Exercise requirements: List each line of the data that holds the string "grid", please.

Information provided:

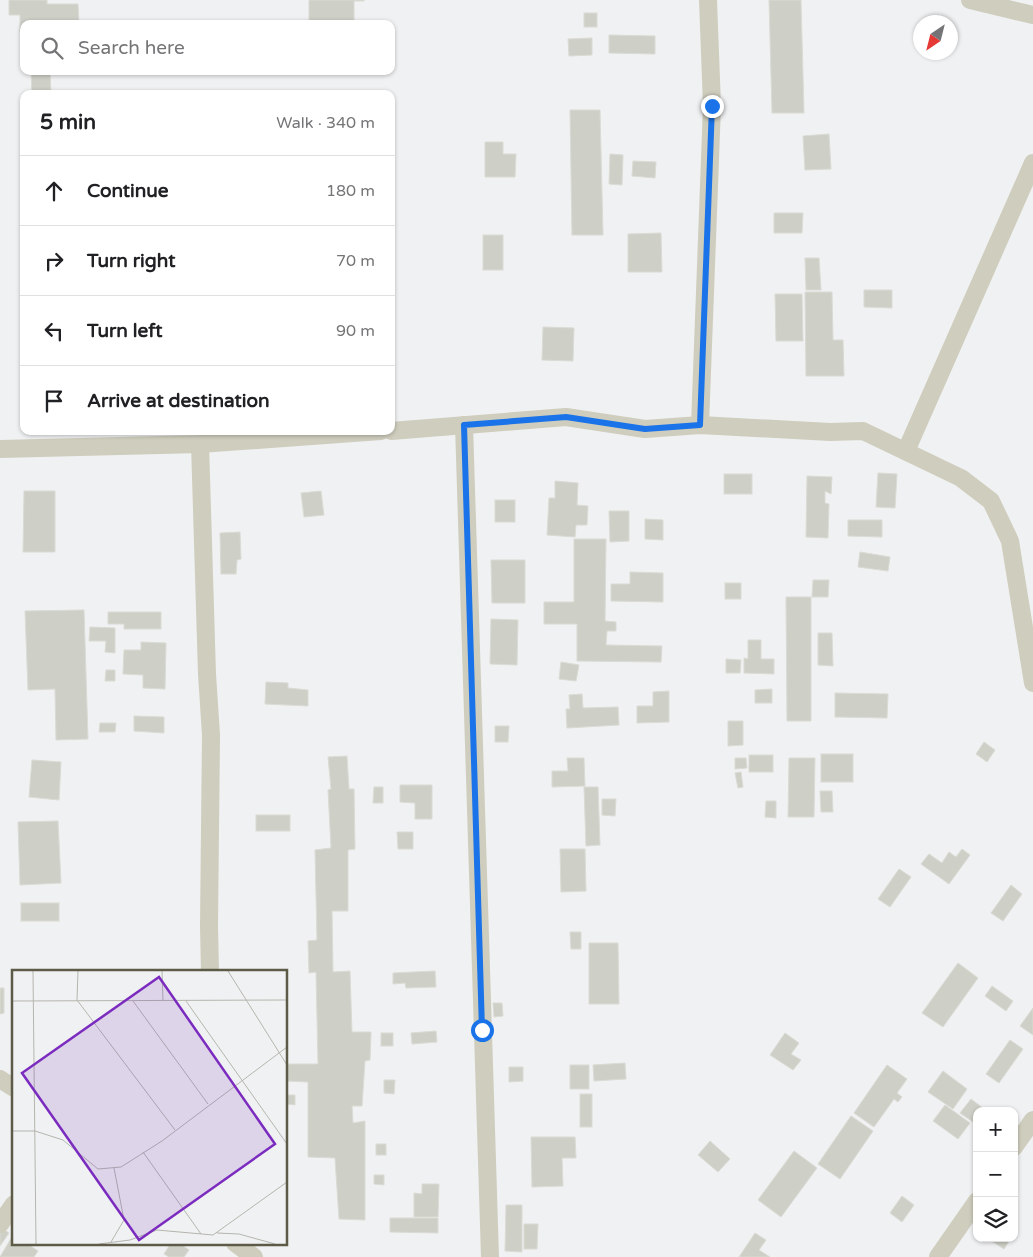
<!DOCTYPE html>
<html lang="en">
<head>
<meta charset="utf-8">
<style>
	body { margin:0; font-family:"Varela Round",sans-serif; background:#f6f6f6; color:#202124 }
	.controls { position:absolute; right:15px; bottom:15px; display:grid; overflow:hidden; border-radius:10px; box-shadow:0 1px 4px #0004 }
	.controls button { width:45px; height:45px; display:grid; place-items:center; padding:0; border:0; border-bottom:1px solid #e0e0e0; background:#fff; color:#202124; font:25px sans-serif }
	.compass { position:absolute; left:913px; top:15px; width:45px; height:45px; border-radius:50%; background:#fff; box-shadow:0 1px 4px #0004; rotate:215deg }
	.stop { position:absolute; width:15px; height:15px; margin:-11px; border:4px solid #1a73e8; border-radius:50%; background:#fff }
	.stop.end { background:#1a73e8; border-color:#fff; box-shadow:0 1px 5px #0008 }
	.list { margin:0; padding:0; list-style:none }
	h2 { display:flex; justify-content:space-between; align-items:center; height:65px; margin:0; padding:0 20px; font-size:21px }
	h2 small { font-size:16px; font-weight:400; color:#757577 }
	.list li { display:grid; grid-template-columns:32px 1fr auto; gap:15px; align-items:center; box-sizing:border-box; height:70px; padding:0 20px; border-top:1px solid #e0e0e0 }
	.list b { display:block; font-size:19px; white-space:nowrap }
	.list em { font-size:16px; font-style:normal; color:#757577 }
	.icon { flex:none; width:28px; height:28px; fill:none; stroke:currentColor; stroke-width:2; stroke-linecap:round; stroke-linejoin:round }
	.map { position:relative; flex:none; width:1033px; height:1257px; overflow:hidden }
	.search { position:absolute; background:#fff; box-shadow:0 1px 4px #0004; left:20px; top:20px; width:375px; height:55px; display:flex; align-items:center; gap:12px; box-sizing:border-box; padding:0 18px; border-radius:10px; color:#757577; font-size:19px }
	.panel { position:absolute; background:#fff; box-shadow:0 1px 4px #0004; left:20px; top:90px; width:375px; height:345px; border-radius:10px }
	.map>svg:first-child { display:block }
	.building { fill:#cecfc6; stroke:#dadbd4 }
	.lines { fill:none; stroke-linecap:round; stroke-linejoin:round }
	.street { stroke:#cfcdbd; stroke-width:18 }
	.route { stroke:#1a73e8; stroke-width:6 }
	.inset-road { fill:none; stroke:#b5b5ae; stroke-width:1 }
	.view { fill:#7b2cbf; fill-opacity:0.15; stroke:#7b2cbf; stroke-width:2.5 }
	.inset-edge { fill:none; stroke:#5d5b47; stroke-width:2.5 }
</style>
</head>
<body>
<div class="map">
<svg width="1033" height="1257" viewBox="0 0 1033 1257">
	<rect width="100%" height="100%" fill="#f0f1f2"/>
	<g class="building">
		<polygon points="9,0 47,0 47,4 78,4 79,24 24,24 24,32 20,32 20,15 9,15"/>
		<polygon points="309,0 364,0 364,1 354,1 354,24 309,24"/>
		<polygon points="769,0 801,0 804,113 772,113"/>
		<rect x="584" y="13" width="13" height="14"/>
		<polygon points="609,35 655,36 655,54 609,53"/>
		<polygon points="592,38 592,55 569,56 568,39"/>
		<polygon points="31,71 50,71 51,94 32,94"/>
		<polygon points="570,110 600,110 603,235 572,235"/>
		<polygon points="829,134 831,169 805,170 803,136"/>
		<polygon points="485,142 503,142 503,154 516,154 515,177 485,177"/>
		<polygon points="610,154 623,155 622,185 609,184"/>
		<polygon points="633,161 656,162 655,178 632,176"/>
		<polygon points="774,213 803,213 802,233 774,233"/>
		<polygon points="661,233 662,272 628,272 628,234"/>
		<rect x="483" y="235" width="20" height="35"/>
		<polygon points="805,258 819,258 821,290 806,290"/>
		<polygon points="864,290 892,290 892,308 864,307"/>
		<polygon points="805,292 832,292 833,340 843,340 844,376 806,376"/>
		<polygon points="775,294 802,294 803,341 776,341"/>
		<polygon points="543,327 574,328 573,361 542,360"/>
		<polygon points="878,473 897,474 895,508 876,507"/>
		<rect x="724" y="474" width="28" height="20"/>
		<polygon points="807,476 832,477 831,494 825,491 825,503 829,504 828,538 806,537"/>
		<polygon points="555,481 578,483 577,505 588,506 587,525 576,525 575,537 547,535 549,498 555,498"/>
		<polygon points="24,491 55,491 55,552 23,552"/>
		<polygon points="321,491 324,515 304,517 301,493"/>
		<rect x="495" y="500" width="20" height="22"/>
		<polygon points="609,511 629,511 629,541 610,542"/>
		<polygon points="645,519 663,520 663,540 645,539"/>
		<polygon points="848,520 882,520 882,537 848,536"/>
		<polygon points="240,532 241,559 237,560 236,574 221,574 220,533"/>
		<polygon points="574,539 606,539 605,621 616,622 616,631 607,631 606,645 662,646 661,662 577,661 577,624 544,624 544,602 574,602"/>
		<polygon points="860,552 890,557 888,571 858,567"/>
		<polygon points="491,560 525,560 525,603 492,603"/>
		<polygon points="630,572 663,573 663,602 611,601 611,584 630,584"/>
		<polygon points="813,580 829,580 828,597 812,597"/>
		<rect x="725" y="583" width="16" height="16"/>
		<polygon points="786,597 811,597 811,721 787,721"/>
		<polygon points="84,610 88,739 56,740 55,689 28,690 25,611"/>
		<polygon points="108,612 161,612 161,629 124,629 124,624 108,624"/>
		<polygon points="491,619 518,620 517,665 490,664"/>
		<polygon points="90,627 115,628 115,653 105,652 106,641 89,641"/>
		<polygon points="818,633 832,633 833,666 818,665"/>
		<polygon points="748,640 761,640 761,659 774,659 774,674 744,673 744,658 748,659"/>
		<polygon points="141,642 166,643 165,689 143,688 143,675 123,674 124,650 141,650"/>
		<polygon points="726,659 741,660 740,673 726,673"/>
		<polygon points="561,662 579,665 576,681 559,679"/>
		<polygon points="106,670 115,670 115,681 105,681"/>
		<polygon points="266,682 288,683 288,688 308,690 308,706 265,704"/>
		<polygon points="772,689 772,703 755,703 755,690"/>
		<polygon points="669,691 669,722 637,723 637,706 653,706 653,692"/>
		<polygon points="835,693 888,694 887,718 835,717"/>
		<polygon points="582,694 583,708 618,707 619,725 567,728 566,709 570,709 569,695"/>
		<polygon points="134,716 164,717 164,733 134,731"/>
		<polygon points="728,721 743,721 743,745 728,746"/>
		<polygon points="100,723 116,723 115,732 99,732"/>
		<polygon points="495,726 509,726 508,742 495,742"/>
		<polygon points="984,742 995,750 987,762 976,754"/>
		<rect x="821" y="754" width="32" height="28"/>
		<rect x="749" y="755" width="24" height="17"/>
		<polygon points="347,756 349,789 354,789 355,849 348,850 348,911 332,911 333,972 350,971 352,1032 371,1032 370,1060 365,1061 362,1106 352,1106 353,1123 365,1121 365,1220 339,1219 335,1158 308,1157 308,1082 286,1081 286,1064 318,1064 316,972 309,973 308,941 317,940 315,850 331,848 328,790 331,789 328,757"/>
		<polygon points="567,758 584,758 585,786 552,787 552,771 568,771"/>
		<polygon points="735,758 746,758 747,768 735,769"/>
		<polygon points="789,758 815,758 814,817 788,817"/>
		<polygon points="32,760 61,762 59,800 29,797"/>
		<polygon points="741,772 743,787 738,788 735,773"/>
		<polygon points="400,785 432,785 432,819 415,819 415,803 400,802"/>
		<polygon points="374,787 383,787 383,803 373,803"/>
		<polygon points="584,787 598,787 600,845 586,846"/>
		<polygon points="820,791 832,791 833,812 821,812"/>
		<polygon points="602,799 616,799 615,816 602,815"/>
		<polygon points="766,801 776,801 776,818 765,817"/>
		<rect x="256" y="815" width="34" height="16"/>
		<polygon points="58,821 61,883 20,885 18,822"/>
		<polygon points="397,832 413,832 413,849 398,849"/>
		<polygon points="560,849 585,849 586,891 561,892"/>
		<polygon points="962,849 970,855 949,884 921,864 929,854 942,863 949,852 956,857"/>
		<polygon points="899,869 911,877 890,907 878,899"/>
		<polygon points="1011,885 1022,894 1003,921 991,913"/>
		<rect x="21" y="903" width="38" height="18"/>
		<polygon points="570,932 581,932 581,949 571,949"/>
		<polygon points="589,943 618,943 619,1004 589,1004"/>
		<polygon points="958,963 978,978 943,1027 922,1013"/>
		<polygon points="435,971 436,987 406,988 405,983 393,984 393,973"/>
		<polygon points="992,986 1013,1001 1006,1011 985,996"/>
		<polygon points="0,988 4,988 4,1013 0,1014"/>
		<polygon points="493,1003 502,1003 503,1016 494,1017"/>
		<polygon points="1033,1008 1033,1035 1020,1026"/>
		<polygon points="436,1031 437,1042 412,1044 411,1033"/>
		<rect x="381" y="1033" width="12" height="13"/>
		<polygon points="785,1033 799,1043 791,1054 801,1060 793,1070 770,1055"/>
		<polygon points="1010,1040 1023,1049 999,1083 986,1074"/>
		<polygon points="625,1063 626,1079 594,1081 593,1065"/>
		<rect x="570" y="1065" width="19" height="24"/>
		<polygon points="887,1065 907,1079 897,1093 902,1097 898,1102 894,1099 874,1127 854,1113"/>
		<polygon points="509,1067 523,1067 523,1081 509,1082"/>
		<polygon points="943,1071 967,1089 953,1109 928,1092"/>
		<polygon points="384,1080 395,1080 394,1094 384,1093"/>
		<rect x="580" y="1094" width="12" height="33"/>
		<polygon points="286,1095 295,1095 295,1105 286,1104"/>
		<polygon points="971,1099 983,1108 981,1111 977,1111 977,1117 973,1122 960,1113"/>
		<polygon points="945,1105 970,1123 958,1139 933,1121"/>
		<polygon points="851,1116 873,1131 840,1179 818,1164"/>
		<polygon points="531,1137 575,1137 576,1158 562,1158 563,1186 532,1187"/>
		<polygon points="710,1141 730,1159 718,1172 698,1155"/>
		<rect x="376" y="1144" width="10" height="11"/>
		<polygon points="794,1151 817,1168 781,1217 758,1200"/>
		<polygon points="374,1175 384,1175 384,1185 374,1184"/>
		<polygon points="422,1184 439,1184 438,1217 414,1217 414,1193 422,1194"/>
		<polygon points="902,1196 914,1205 902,1222 890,1213"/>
		<polygon points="506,1205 522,1205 522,1252 505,1251"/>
		<polygon points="390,1218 438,1218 438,1233 390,1232"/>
		<polygon points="524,1224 538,1224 537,1249 524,1249"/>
		<polygon points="0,1226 9,1233 0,1246"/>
		<polygon points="755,1233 766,1240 759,1250 770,1257 739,1257"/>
		<polygon points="13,1235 14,1243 26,1243 38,1251 34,1257 0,1257"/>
		<polygon points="991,1238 1011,1238 1004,1249 990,1240"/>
		<polygon points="171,1243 179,1243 189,1250 184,1257 169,1257 164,1254"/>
	</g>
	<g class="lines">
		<g class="street">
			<polyline points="970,0 1033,15"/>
			<polyline points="464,425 490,1257"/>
			<polyline points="700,425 712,106 708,0"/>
			<polyline points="391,431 566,417 645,429 700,425 830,432 863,431 961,478 991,501 1010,541 1033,683"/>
			<polyline points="200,444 207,674 211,735 209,926 210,971"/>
			<polyline points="0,449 200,444 381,431"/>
			<polyline points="906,451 1033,163"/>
			<polyline points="0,1079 14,1088"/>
			<polyline points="1014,1147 1033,1120"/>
			<polyline points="0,1224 14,1204"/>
			<polyline points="235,1243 254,1257"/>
			<polyline points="938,1257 977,1201"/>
		</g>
	</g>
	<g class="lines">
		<polyline class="route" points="482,1030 464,425 566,417 645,429 700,425 712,106"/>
	</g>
	<g transform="translate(12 970)">
		<rect width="275" height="275" fill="#f0f1f2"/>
		<path class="inset-road" d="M21,1L24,274M66,1L65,30L163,160M150,1L151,31M216,1L275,95M0,31L275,30M121,31L196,134M174,31L275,174M0,161H23L51,170L86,199L109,197L150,171L275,77M131,182L189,264M205,263L227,264L263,274M99,272L112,250L102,198M87,274L118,270L145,260L201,265L275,212"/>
		<path class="view" d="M147,7L263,174L127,270L10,103Z"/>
		<rect width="275" height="275" class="inset-edge"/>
	</g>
</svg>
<div class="controls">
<button>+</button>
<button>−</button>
<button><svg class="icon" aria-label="layers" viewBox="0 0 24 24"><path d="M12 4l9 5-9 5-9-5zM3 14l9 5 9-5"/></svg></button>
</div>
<svg class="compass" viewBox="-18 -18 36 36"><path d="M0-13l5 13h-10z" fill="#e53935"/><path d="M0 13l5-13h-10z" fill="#757577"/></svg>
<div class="stop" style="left:482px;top:1030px"></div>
<div class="stop end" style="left:712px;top:106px"></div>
<div class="search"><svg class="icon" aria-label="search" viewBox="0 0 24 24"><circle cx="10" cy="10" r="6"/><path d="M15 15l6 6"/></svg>Search here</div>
<section class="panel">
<h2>5 min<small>Walk · 340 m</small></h2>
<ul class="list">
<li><svg class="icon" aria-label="ahead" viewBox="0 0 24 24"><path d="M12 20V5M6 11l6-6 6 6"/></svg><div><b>Continue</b></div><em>180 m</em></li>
<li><svg class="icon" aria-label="right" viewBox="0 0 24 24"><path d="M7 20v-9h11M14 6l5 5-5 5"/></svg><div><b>Turn right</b></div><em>70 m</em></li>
<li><svg class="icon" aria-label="left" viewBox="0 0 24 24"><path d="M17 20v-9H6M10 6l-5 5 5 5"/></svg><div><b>Turn left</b></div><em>90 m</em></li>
<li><svg class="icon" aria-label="arrive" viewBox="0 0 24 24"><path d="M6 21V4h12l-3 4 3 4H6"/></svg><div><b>Arrive at destination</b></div></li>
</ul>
</section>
</div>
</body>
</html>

Solution to the problem:
	.controls { position:absolute; right:15px; bottom:15px; display:grid; overflow:hidden; border-radius:10px; box-shadow:0 1px 4px #0004 }
	.controls button { width:45px; height:45px; display:grid; place-items:center; padding:0; border:0; border-bottom:1px solid #e0e0e0; background:#fff; color:#202124; font:25px sans-serif }
	.list li { display:grid; grid-template-columns:32px 1fr auto; gap:15px; align-items:center; box-sizing:border-box; height:70px; padding:0 20px; border-top:1px solid #e0e0e0 }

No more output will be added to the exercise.